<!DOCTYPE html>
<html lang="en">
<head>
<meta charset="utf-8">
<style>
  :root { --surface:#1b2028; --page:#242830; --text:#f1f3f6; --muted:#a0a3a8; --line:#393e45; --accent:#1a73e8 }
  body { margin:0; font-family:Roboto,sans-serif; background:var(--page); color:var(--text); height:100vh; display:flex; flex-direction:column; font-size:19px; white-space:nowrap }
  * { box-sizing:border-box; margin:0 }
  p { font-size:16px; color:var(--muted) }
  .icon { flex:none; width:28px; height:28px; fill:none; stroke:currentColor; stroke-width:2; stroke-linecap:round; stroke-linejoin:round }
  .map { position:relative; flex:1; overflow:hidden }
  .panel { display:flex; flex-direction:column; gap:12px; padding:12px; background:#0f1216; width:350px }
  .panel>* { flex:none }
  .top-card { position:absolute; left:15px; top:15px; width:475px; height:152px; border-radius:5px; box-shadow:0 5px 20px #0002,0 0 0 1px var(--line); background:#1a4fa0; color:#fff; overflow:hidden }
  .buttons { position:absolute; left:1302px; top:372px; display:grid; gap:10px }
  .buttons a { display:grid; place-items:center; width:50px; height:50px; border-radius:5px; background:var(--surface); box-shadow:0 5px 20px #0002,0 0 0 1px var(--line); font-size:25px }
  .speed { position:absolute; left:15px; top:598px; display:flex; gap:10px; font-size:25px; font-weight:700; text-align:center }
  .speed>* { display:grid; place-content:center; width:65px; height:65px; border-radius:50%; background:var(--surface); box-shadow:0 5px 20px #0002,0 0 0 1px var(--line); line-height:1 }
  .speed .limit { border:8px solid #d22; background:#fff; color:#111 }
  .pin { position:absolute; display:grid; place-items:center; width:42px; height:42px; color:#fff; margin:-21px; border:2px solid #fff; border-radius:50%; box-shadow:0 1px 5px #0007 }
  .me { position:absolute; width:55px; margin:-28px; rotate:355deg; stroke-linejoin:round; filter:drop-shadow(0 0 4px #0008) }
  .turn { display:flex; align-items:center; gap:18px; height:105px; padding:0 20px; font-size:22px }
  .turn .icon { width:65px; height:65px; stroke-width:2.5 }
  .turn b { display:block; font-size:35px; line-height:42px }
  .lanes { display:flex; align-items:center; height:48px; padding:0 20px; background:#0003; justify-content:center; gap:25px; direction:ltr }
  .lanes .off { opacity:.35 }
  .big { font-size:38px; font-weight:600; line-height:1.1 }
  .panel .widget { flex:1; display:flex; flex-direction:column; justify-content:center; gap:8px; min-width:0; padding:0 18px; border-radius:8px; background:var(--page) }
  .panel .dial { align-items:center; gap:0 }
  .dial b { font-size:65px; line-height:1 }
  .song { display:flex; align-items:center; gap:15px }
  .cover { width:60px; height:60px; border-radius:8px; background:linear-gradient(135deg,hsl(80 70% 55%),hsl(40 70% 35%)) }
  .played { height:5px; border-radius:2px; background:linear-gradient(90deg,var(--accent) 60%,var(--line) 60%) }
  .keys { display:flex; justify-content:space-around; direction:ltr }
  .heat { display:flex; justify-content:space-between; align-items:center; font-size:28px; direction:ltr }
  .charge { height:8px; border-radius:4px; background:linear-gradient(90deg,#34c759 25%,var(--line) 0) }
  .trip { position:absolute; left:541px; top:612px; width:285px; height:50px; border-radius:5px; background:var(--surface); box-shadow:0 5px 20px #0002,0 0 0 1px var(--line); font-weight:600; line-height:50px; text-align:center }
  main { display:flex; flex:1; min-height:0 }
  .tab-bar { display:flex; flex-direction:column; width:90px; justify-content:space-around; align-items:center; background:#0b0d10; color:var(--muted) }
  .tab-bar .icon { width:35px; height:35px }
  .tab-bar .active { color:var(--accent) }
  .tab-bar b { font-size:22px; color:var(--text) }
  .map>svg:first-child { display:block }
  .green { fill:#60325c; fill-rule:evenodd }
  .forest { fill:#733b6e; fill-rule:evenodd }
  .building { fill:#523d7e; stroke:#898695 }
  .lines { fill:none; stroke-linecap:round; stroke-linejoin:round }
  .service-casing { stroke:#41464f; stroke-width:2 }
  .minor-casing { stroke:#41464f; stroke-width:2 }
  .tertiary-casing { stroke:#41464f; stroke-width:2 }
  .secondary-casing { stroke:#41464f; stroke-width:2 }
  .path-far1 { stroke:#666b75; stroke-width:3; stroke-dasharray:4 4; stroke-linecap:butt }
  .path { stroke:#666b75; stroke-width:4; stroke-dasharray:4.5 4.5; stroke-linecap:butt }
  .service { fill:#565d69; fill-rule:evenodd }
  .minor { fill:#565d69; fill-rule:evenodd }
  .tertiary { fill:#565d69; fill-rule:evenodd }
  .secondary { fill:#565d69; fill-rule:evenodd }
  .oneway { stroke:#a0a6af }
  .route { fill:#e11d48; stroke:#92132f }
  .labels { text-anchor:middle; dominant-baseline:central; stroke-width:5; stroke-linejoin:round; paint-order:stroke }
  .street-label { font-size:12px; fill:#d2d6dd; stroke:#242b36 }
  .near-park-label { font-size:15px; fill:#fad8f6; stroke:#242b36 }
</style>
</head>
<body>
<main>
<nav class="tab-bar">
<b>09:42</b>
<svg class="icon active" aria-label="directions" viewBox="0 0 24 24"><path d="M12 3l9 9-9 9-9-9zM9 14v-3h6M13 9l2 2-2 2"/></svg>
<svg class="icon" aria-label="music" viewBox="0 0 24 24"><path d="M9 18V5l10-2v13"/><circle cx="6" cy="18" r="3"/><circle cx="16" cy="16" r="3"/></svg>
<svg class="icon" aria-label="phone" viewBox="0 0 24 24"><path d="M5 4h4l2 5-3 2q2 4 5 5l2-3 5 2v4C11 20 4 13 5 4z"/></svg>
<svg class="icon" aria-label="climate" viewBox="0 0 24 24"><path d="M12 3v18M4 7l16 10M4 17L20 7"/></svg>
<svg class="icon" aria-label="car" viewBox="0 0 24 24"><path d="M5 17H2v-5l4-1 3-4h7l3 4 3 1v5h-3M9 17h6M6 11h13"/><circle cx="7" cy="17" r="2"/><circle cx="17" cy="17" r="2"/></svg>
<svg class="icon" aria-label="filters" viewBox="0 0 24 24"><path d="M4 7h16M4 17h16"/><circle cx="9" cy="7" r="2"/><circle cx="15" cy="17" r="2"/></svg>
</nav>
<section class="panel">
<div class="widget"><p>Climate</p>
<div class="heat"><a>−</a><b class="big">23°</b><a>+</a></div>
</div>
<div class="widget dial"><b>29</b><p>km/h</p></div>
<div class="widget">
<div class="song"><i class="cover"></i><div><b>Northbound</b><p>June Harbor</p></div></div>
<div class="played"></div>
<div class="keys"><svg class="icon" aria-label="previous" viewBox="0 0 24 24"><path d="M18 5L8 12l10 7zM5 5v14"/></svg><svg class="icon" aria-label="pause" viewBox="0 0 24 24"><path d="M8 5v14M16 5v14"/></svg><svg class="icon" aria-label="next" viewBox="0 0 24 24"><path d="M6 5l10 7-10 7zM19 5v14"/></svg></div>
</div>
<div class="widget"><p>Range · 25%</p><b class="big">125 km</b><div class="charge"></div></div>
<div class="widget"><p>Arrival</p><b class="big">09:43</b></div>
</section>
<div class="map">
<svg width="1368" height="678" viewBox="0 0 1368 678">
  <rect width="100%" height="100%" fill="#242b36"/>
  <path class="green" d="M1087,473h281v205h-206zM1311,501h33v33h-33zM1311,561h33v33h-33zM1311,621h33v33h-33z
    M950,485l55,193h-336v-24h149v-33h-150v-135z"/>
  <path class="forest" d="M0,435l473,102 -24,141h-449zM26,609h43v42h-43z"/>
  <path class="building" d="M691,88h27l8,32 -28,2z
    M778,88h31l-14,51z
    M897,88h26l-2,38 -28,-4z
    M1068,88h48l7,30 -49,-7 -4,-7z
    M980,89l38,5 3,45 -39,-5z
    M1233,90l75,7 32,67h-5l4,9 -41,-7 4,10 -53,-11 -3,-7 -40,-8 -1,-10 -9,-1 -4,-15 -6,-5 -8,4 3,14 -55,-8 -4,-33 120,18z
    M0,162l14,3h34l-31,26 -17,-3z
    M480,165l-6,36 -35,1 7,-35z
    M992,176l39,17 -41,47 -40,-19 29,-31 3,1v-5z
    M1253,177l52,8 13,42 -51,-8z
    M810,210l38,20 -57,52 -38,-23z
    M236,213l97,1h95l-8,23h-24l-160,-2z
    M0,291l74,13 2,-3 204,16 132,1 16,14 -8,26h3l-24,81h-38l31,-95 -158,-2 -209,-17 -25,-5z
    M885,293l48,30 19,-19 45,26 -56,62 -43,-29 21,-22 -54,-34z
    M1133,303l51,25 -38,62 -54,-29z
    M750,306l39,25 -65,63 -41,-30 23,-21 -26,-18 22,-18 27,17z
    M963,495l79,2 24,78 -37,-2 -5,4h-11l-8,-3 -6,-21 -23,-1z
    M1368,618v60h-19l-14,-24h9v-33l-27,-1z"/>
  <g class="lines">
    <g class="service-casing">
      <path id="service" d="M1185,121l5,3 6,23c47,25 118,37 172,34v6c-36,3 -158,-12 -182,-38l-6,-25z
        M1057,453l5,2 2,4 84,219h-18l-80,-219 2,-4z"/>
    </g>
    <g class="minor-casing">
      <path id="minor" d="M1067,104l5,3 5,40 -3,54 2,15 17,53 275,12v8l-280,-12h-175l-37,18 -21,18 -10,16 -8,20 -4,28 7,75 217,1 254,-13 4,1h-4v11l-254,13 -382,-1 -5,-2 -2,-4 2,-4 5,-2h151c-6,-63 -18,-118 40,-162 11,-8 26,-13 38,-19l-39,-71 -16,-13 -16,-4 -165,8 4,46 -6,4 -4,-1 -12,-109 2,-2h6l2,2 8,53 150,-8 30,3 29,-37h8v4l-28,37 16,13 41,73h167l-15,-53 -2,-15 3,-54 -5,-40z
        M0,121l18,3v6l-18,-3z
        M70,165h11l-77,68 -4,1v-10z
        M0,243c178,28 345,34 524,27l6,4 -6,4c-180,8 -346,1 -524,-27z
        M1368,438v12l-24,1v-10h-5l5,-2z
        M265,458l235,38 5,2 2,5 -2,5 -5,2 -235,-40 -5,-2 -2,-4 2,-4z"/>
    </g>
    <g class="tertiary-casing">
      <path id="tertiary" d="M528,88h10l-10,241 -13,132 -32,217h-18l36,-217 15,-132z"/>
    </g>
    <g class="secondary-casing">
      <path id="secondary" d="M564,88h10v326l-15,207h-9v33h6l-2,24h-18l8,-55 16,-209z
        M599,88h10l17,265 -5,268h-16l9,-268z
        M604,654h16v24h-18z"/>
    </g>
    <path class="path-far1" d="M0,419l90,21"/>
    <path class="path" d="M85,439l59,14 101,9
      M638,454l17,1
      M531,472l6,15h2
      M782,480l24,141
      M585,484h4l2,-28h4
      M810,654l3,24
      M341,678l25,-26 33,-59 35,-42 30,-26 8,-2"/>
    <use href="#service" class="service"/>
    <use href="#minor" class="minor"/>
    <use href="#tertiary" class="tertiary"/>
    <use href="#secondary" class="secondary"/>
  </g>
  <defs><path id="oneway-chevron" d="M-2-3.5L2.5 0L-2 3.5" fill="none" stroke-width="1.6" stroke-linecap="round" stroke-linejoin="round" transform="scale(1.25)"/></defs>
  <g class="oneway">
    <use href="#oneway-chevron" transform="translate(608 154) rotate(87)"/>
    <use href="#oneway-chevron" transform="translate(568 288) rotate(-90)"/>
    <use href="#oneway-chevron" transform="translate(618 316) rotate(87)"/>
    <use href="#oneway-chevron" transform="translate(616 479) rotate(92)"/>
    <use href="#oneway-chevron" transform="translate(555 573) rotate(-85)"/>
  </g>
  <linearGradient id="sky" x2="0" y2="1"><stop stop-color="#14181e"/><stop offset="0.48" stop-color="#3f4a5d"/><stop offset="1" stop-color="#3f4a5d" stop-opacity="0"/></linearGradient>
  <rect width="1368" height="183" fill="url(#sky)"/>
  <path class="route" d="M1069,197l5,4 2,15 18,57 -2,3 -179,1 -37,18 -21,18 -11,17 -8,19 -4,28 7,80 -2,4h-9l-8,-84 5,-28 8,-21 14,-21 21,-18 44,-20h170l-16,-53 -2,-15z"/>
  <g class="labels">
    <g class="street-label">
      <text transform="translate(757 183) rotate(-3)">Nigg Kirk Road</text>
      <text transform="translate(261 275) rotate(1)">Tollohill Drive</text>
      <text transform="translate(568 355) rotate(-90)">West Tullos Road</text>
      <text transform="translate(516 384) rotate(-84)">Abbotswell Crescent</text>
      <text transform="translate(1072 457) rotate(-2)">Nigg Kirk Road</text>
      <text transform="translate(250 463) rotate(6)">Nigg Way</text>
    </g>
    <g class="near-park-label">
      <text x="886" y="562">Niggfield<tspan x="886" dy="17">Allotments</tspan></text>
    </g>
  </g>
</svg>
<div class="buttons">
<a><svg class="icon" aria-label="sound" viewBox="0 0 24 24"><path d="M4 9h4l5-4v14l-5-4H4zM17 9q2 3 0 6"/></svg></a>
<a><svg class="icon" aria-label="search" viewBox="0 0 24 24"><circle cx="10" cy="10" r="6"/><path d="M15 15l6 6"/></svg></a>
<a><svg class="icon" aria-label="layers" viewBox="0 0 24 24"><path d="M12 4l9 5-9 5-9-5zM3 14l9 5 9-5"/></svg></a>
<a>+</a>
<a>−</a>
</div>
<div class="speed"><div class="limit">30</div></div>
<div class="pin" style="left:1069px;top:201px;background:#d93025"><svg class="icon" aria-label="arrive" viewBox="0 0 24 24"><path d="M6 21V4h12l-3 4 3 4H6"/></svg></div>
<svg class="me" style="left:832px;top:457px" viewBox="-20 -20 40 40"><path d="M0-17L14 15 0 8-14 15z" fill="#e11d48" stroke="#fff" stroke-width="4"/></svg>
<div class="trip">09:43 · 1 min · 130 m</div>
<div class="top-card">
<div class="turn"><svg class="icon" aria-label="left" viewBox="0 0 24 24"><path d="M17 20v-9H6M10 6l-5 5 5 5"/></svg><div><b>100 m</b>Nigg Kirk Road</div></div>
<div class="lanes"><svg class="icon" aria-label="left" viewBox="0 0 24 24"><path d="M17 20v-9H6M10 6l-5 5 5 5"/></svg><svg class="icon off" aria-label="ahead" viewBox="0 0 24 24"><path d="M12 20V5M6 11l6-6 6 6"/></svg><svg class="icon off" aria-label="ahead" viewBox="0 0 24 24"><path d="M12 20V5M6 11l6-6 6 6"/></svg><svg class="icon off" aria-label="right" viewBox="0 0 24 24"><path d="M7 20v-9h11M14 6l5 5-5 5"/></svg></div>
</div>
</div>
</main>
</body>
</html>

+===+

Using the data above, extract exactly the lines from the one that holds "M778,88h31l-14,51z" to the one that holds "M782,480l24,141", both ends included, and no others.

Response to this task:
    M778,88h31l-14,51z
    M897,88h26l-2,38 -28,-4z
    M1068,88h48l7,30 -49,-7 -4,-7z
    M980,89l38,5 3,45 -39,-5z
    M1233,90l75,7 32,67h-5l4,9 -41,-7 4,10 -53,-11 -3,-7 -40,-8 -1,-10 -9,-1 -4,-15 -6,-5 -8,4 3,14 -55,-8 -4,-33 120,18z
    M0,162l14,3h34l-31,26 -17,-3z
    M480,165l-6,36 -35,1 7,-35z
    M992,176l39,17 -41,47 -40,-19 29,-31 3,1v-5z
    M1253,177l52,8 13,42 -51,-8z
    M810,210l38,20 -57,52 -38,-23z
    M236,213l97,1h95l-8,23h-24l-160,-2z
    M0,291l74,13 2,-3 204,16 132,1 16,14 -8,26h3l-24,81h-38l31,-95 -158,-2 -209,-17 -25,-5z
    M885,293l48,30 19,-19 45,26 -56,62 -43,-29 21,-22 -54,-34z
    M1133,303l51,25 -38,62 -54,-29z
    M750,306l39,25 -65,63 -41,-30 23,-21 -26,-18 22,-18 27,17z
    M963,495l79,2 24,78 -37,-2 -5,4h-11l-8,-3 -6,-21 -23,-1z
    M1368,618v60h-19l-14,-24h9v-33l-27,-1z"/>
  <g class="lines">
    <g class="service-casing">
      <path id="service" d="M1185,121l5,3 6,23c47,25 118,37 172,34v6c-36,3 -158,-12 -182,-38l-6,-25z
        M1057,453l5,2 2,4 84,219h-18l-80,-219 2,-4z"/>
    </g>
    <g class="minor-casing">
      <path id="minor" d="M1067,104l5,3 5,40 -3,54 2,15 17,53 275,12v8l-280,-12h-175l-37,18 -21,18 -10,16 -8,20 -4,28 7,75 217,1 254,-13 4,1h-4v11l-254,13 -382,-1 -5,-2 -2,-4 2,-4 5,-2h151c-6,-63 -18,-118 40,-162 11,-8 26,-13 38,-19l-39,-71 -16,-13 -16,-4 -165,8 4,46 -6,4 -4,-1 -12,-109 2,-2h6l2,2 8,53 150,-8 30,3 29,-37h8v4l-28,37 16,13 41,73h167l-15,-53 -2,-15 3,-54 -5,-40z
        M0,121l18,3v6l-18,-3z
        M70,165h11l-77,68 -4,1v-10z
        M0,243c178,28 345,34 524,27l6,4 -6,4c-180,8 -346,1 -524,-27z
        M1368,438v12l-24,1v-10h-5l5,-2z
        M265,458l235,38 5,2 2,5 -2,5 -5,2 -235,-40 -5,-2 -2,-4 2,-4z"/>
    </g>
    <g class="tertiary-casing">
      <path id="tertiary" d="M528,88h10l-10,241 -13,132 -32,217h-18l36,-217 15,-132z"/>
    </g>
    <g class="secondary-casing">
      <path id="secondary" d="M564,88h10v326l-15,207h-9v33h6l-2,24h-18l8,-55 16,-209z
        M599,88h10l17,265 -5,268h-16l9,-268z
        M604,654h16v24h-18z"/>
    </g>
    <path class="path-far1" d="M0,419l90,21"/>
    <path class="path" d="M85,439l59,14 101,9
      M638,454l17,1
      M531,472l6,15h2
      M782,480l24,141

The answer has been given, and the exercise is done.